この記事について、「仲介手数料が原則0.5か月分までしか受け取れなくなってしまうの?」と、私たちの顧問先会社の皆様からこの判決について問い合わせを受けていますので、こちらの判決について解説してみたいと思います。

基本の確認

前提ルールの確認

まずは前提の確認です。不動産仲介業者(宅地建物取引業者)が、賃貸物件を仲介した場合に受けることができる報酬の額(仲介手数料)については、法令により、上限が定められています。

※(昭和四十五年十月二十三日建設省告示第千五百五十二号) 最終改正平成二十九年十二月八日国土交通省告示第千百五十五号

「宅地建物取引業者が宅地又は建物の売買等に関して受けることができる報酬の額」にルールが定められています。「売買等」と記載されていますが、賃貸についても「第4」に記載があります。

宅地建物取引業者が宅地又は建物の貸借の媒介に関して依頼者の双方から受けることのできる報酬の額(当該媒介に係る消費税等相当額を含む。以下この規定において同じ。)の合計額は、当該宅地又は建物の借賃(当該貸借に係る消費税等相当額を含まないものとし、当該媒介が使用貸借に係るものであ る場合においては、当該宅地又は建物の通常の借賃をいう。以下同じ。)の一月分の一・〇八倍に相当 する金額以内とする。(前段)

この場合において、居住の用に供する建物の賃貸借の媒介に関して依頼者の一方 から受けることのできる報酬の額は、当該媒介の依頼を受けるに当たつて当該依頼者の承諾を得ている場合を除き、借賃の一月分の〇・五四倍に相当する金額以内とする。(後段)

前段のルールの確認

まず、上記の前段についてですが、依頼者の双方から受け取ることができる報酬が1か月分の1.08倍に相当する金額以内と記載されています。「1.08倍」というのは消費税を含むためですので、税抜き1か月分以内ということになります。

依頼者というのは、賃貸借の場合は、貸主である「オーナー」と、借主である「賃借人」(入居者など)ですので、その双方から合計1か月分を超えない金額内で報酬を受け取ることができることになります。

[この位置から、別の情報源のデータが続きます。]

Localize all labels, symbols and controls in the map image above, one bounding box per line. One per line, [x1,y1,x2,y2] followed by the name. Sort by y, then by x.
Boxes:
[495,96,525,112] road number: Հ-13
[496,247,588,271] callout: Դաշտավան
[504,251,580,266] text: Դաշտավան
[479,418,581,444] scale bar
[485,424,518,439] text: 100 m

たとえば、月額賃料10万円の物件の賃貸借契約の場合には、

【具体例】

<CASE①>
オーナー側から5万円(0.5か月)、入居者から5万円(0.5か月)を媒介報酬として受けることは、双方から合計10万円(1か月)以内なので問題ありません。
<CASE②>
オーナー側から2.5万円(0.25か月)、入居者から2.5万円(0.25か月)を媒介報酬として受けることは双方から合計5万円(0.5か月)以内なので問題ありません。
<CASE③>
オーナーから2.5万円(0.25か月)、入居者から7.5万円(0.75か月)を媒介報酬で受けることも問題ありません。
CASE④
オーナーから5万円を受け取りつつ、賃借人からの媒介報酬として1か月分の10万円を受け取るとなれば、双方依頼者から合計15万円(1.5か月分)を受け取ることになり、1か月分を超えますのでこの規定違反となります。

まずこれが上記規定の前段の話です。

後段のルールの確認

これに加えて、「居住の用に供する建物の賃貸借の媒介」つまり、居住目的の賃貸借の場合には、別途の後段のルールが追加されます。なお、マンスリーマンションも法律上は、一般的な居住目的の賃貸借契約ですので、この後段の規定が適用されると考えられます。

では、この後段の規定はどのような規制でしょうか。

こちらは、「当該媒介の依頼を受けるに当たつて当該依頼者の承諾を得ている場合を除き、借賃の一月分の〇・五四倍に相当する金額以内」というものです。つまり、依頼者の承諾を得ない限り、1か月分の0.54倍、つまり税抜きで0.5か月分が上限となります。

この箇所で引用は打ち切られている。